Try it: In the entries below, count every line that has the string "center", and answer with that count alone.

[Start of Attachment]

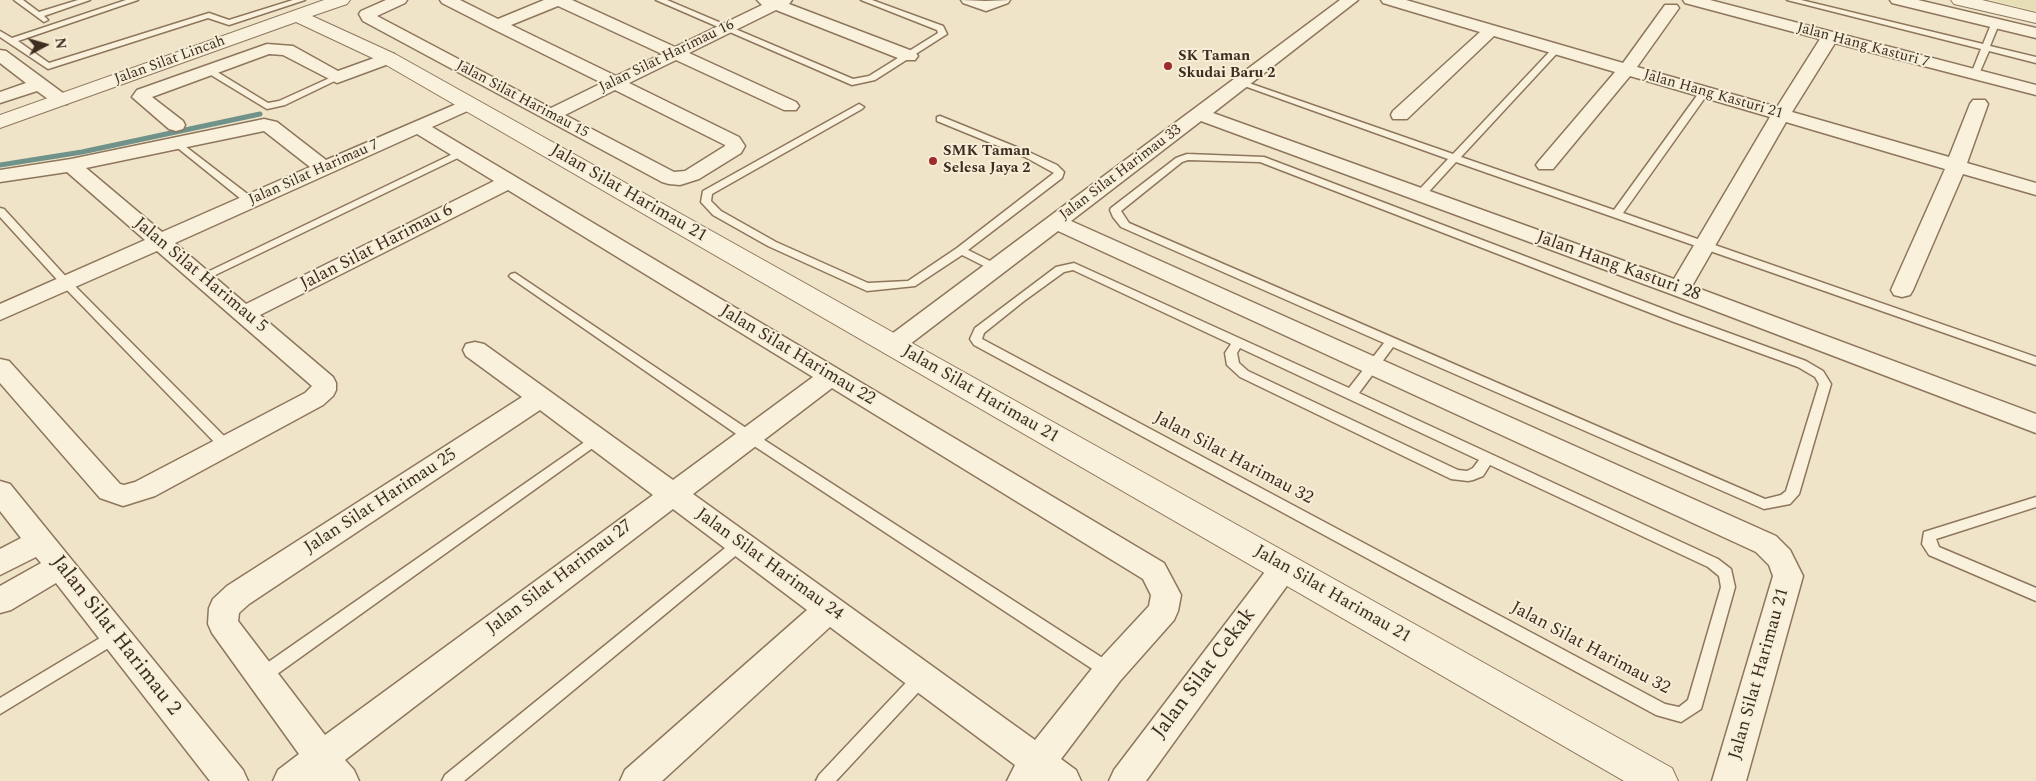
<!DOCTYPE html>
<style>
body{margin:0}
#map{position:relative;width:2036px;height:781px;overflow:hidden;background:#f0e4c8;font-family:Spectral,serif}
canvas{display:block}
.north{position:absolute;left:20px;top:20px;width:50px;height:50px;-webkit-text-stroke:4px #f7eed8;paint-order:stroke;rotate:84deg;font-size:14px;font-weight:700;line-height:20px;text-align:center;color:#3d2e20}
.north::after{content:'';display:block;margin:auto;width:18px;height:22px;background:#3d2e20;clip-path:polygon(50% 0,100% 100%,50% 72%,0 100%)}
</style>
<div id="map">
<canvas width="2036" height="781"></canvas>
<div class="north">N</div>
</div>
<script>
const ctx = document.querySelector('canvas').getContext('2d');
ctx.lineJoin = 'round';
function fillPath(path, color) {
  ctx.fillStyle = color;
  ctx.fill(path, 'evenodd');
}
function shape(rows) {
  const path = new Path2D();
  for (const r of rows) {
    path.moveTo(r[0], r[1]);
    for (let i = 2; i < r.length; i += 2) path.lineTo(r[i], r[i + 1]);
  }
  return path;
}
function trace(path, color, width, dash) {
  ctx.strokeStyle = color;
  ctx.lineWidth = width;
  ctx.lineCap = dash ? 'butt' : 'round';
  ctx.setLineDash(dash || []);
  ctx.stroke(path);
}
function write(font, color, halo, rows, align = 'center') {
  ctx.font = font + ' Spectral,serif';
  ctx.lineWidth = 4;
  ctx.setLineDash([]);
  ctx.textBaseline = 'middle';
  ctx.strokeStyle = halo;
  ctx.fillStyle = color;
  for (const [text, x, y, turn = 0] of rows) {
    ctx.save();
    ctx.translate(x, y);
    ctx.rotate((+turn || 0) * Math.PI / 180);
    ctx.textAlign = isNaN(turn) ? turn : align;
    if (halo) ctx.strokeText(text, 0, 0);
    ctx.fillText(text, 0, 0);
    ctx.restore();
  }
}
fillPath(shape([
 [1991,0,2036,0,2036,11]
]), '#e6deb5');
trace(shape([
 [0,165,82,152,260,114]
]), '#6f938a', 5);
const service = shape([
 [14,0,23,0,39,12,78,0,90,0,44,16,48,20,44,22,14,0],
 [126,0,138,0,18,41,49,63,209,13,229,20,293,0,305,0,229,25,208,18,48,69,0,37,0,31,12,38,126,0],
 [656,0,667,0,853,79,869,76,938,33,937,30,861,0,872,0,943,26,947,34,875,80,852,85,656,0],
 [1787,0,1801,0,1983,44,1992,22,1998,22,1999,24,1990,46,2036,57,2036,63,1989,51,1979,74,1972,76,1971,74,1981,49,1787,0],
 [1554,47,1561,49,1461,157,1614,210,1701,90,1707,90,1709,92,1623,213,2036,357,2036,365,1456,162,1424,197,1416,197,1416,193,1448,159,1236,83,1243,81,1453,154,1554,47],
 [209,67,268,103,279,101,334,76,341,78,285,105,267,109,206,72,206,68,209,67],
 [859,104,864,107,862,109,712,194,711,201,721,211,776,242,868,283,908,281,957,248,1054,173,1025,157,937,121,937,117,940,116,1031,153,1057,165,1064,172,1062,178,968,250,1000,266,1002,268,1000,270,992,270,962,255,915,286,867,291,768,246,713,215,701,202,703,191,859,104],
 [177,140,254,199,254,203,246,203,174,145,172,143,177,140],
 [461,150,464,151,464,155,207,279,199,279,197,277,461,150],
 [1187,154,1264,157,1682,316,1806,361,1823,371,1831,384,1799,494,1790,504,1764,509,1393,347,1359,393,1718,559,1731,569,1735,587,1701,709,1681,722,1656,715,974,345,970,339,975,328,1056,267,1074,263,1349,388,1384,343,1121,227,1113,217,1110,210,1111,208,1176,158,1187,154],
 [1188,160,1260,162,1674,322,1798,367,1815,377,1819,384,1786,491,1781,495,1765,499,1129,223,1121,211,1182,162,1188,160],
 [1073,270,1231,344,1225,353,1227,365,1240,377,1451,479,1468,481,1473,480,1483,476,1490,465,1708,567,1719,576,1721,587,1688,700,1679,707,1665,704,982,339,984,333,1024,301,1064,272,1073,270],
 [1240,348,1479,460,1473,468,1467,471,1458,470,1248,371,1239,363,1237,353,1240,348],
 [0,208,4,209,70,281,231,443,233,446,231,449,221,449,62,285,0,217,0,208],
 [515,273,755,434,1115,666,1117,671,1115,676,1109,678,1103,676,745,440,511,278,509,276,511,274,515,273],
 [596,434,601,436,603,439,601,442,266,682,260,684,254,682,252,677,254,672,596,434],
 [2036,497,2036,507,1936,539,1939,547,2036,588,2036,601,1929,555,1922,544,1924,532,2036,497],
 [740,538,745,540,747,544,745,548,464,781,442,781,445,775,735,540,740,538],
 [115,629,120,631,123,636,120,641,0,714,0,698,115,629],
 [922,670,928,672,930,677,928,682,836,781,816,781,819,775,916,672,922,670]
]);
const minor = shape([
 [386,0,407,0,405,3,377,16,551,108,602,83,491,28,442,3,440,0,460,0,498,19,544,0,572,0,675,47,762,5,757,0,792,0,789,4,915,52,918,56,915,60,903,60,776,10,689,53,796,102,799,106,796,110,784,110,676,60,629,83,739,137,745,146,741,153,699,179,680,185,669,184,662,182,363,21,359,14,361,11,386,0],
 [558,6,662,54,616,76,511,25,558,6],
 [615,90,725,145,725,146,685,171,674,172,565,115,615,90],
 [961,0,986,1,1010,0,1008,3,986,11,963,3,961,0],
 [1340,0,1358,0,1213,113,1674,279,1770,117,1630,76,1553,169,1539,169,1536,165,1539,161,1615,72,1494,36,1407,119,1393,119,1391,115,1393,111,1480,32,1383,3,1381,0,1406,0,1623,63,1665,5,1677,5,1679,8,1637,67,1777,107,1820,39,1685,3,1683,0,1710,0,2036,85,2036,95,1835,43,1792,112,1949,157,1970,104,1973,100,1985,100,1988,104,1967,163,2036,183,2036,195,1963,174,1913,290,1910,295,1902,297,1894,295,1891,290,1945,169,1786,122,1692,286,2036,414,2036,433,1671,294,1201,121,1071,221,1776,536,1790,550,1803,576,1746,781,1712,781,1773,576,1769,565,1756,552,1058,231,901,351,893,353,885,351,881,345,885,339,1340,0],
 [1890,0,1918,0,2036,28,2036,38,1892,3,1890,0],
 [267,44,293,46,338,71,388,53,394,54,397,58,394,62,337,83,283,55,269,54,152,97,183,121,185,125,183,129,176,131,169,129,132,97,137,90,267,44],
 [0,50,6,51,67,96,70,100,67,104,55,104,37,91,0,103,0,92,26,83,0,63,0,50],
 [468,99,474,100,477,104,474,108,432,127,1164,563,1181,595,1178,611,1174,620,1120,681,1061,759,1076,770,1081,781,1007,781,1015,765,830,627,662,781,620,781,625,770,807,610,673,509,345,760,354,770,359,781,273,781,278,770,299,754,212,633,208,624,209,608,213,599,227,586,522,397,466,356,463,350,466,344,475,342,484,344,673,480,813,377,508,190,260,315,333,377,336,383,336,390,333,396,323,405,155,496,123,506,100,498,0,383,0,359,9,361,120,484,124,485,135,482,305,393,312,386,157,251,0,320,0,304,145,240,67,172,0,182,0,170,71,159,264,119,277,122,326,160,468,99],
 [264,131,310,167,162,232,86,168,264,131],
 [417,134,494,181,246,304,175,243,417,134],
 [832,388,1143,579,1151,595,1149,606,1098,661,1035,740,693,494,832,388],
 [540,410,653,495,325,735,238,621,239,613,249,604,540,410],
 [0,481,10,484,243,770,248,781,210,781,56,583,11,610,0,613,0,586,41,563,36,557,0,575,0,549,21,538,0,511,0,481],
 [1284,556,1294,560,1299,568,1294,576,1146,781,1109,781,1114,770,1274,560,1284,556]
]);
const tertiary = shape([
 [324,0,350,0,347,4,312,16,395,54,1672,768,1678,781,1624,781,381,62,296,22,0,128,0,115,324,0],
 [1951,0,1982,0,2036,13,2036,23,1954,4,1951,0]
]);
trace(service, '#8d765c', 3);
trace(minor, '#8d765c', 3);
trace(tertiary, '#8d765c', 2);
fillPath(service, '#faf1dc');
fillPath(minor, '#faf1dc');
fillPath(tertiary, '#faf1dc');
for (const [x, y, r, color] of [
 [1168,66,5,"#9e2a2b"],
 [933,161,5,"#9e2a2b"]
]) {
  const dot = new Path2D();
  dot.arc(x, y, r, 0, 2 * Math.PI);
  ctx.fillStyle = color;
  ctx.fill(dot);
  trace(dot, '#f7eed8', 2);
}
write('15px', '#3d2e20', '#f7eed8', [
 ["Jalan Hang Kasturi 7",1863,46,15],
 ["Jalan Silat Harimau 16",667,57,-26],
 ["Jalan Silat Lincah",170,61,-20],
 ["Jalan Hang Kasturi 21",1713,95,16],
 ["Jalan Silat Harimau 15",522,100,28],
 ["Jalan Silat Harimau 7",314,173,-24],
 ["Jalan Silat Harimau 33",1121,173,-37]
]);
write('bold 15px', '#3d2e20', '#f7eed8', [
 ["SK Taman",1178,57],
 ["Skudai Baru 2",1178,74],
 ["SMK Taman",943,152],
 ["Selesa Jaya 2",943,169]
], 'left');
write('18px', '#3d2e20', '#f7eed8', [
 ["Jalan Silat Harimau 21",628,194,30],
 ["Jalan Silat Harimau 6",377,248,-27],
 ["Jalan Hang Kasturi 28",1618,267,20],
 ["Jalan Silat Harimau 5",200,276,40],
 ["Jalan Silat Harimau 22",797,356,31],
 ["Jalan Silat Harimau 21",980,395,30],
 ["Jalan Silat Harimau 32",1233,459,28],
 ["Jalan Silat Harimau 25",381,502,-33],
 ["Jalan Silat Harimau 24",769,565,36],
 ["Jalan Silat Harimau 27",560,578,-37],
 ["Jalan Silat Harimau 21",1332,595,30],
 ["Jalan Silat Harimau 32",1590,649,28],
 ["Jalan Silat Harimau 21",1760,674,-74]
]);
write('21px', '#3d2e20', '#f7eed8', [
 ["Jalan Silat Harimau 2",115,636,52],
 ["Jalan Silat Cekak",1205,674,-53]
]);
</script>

[End of Attachment]

Output below: 2